» **Data excerpts**:
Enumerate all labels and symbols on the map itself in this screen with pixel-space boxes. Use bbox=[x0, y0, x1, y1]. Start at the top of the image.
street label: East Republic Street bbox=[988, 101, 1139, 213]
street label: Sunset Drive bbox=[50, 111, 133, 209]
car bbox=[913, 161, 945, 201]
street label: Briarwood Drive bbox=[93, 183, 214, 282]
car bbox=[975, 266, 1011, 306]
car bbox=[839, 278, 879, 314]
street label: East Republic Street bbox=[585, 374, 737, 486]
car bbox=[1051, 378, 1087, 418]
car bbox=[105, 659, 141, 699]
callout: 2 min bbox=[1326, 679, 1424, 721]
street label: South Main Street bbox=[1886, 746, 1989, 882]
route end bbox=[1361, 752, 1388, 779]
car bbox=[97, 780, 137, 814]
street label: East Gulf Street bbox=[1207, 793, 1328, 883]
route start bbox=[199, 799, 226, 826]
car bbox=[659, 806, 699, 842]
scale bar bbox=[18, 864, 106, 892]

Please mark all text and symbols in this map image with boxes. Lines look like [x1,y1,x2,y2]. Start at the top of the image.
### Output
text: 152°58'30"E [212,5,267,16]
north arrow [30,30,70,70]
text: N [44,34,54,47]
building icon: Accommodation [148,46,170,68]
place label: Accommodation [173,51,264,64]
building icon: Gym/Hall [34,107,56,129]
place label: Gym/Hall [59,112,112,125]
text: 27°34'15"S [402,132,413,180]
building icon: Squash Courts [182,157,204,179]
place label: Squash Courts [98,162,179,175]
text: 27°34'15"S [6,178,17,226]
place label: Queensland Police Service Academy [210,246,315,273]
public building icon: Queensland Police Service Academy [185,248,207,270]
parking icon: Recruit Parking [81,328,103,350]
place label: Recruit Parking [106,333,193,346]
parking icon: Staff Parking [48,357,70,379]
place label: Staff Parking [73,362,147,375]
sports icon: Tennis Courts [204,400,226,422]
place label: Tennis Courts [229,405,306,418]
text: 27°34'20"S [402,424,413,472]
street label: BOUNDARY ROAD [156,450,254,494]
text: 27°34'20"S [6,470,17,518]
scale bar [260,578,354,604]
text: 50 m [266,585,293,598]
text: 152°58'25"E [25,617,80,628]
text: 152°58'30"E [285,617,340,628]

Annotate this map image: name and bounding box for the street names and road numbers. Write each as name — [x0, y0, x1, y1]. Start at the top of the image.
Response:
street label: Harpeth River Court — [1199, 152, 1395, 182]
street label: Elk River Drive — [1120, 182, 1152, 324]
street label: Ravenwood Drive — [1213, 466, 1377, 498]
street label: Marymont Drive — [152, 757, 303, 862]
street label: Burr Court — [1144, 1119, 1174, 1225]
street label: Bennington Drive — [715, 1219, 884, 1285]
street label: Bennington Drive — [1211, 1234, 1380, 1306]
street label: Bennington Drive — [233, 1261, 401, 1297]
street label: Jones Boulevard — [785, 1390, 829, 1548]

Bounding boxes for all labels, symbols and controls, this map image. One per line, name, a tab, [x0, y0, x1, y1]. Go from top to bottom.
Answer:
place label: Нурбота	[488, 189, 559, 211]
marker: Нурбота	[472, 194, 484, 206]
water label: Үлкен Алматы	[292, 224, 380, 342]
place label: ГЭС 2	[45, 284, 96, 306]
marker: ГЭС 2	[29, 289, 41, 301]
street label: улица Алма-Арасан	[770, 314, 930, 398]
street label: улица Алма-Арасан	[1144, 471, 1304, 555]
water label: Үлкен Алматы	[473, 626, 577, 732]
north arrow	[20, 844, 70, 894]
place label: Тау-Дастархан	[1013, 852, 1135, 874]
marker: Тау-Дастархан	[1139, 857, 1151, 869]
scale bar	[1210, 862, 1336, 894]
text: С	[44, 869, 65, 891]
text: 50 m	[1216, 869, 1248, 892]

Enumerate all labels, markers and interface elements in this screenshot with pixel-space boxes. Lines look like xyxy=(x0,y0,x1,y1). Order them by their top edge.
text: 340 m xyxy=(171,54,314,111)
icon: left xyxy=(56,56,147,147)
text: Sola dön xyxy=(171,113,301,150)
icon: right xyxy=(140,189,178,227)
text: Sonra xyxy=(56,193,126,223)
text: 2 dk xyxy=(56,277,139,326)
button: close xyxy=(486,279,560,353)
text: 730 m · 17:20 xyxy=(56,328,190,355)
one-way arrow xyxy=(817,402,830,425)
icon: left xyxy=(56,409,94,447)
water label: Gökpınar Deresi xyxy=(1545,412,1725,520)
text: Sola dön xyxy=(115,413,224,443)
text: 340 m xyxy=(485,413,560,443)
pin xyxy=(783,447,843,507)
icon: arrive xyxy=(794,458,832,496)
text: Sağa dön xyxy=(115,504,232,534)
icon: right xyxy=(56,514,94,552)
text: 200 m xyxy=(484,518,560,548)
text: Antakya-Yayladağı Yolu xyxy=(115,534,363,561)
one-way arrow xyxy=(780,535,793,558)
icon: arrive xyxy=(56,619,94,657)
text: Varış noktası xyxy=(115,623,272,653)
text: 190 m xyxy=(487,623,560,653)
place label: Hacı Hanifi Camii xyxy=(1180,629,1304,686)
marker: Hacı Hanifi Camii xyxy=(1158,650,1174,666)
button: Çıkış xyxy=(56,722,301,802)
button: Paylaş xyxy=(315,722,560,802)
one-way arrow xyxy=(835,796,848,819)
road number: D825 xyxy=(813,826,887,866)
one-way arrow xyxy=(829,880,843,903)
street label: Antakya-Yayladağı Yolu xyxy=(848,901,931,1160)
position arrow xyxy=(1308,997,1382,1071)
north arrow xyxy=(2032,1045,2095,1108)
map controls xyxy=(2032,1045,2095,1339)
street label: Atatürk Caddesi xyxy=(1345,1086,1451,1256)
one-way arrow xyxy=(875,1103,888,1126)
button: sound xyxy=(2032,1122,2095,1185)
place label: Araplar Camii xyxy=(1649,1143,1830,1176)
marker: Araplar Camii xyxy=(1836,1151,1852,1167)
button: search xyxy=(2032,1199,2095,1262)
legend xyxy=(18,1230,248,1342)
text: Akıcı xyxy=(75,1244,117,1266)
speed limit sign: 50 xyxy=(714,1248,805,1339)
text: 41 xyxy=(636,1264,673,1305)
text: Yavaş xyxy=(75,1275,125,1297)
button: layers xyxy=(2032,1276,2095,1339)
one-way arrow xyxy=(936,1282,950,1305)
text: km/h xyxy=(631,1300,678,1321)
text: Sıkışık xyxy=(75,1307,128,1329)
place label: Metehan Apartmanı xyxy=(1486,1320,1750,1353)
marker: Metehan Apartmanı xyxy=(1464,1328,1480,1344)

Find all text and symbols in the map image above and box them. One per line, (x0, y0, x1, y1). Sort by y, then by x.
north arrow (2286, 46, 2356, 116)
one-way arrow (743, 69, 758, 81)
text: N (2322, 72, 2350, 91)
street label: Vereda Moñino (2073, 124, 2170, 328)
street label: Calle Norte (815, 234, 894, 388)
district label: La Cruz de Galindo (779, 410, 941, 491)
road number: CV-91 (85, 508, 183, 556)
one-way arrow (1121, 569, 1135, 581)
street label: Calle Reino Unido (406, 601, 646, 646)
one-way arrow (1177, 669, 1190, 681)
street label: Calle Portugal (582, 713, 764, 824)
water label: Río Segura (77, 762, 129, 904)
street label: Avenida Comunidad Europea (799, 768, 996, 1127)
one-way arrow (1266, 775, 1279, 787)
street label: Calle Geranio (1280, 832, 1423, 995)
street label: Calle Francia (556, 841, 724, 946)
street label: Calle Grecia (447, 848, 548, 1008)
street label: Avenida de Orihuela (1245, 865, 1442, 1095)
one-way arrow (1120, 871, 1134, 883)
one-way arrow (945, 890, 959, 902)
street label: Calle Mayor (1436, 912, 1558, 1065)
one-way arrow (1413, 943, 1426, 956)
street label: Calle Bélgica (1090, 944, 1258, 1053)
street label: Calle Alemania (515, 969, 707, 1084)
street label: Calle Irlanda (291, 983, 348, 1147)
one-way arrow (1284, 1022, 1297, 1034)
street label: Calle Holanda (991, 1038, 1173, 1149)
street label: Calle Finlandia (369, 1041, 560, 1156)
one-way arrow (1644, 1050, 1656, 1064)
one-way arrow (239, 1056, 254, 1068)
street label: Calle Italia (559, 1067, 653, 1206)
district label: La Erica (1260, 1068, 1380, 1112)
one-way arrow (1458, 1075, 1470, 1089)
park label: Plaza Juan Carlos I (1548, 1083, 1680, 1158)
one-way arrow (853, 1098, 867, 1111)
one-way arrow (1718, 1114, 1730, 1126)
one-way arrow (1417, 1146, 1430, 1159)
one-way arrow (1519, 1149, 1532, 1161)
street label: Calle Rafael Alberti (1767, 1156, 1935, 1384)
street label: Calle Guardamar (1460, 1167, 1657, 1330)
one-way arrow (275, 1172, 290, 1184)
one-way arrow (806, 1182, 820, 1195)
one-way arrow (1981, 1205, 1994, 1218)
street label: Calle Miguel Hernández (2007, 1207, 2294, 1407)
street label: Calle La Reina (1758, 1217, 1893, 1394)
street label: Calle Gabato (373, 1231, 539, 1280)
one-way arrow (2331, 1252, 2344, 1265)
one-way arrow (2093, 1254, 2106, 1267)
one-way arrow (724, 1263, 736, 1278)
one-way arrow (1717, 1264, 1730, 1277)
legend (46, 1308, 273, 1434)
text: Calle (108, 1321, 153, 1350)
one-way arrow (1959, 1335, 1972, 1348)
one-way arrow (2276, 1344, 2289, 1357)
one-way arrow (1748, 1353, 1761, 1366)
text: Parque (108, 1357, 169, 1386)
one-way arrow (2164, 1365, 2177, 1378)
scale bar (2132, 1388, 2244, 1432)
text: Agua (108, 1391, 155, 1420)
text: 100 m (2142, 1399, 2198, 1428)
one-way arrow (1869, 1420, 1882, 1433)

» **Exercise description**: Lines from the top of the data above through the line containing "Please mark all" must be repeated exactly. All other lines stay out.

» **Task response**:
Enumerate all labels and symbols on the map itself in this screen with pixel-space boxes. Use bbox=[x0, y0, x1, y1]. Start at the top of the image.
street label: East Republic Street bbox=[988, 101, 1139, 213]
street label: Sunset Drive bbox=[50, 111, 133, 209]
car bbox=[913, 161, 945, 201]
street label: Briarwood Drive bbox=[93, 183, 214, 282]
car bbox=[975, 266, 1011, 306]
car bbox=[839, 278, 879, 314]
street label: East Republic Street bbox=[585, 374, 737, 486]
car bbox=[1051, 378, 1087, 418]
car bbox=[105, 659, 141, 699]
callout: 2 min bbox=[1326, 679, 1424, 721]
street label: South Main Street bbox=[1886, 746, 1989, 882]
route end bbox=[1361, 752, 1388, 779]
car bbox=[97, 780, 137, 814]
street label: East Gulf Street bbox=[1207, 793, 1328, 883]
route start bbox=[199, 799, 226, 826]
car bbox=[659, 806, 699, 842]
scale bar bbox=[18, 864, 106, 892]

Please mark all text and symbols in this map image with boxes. Lines look like [x1,y1,x2,y2]. Start at the top of the image.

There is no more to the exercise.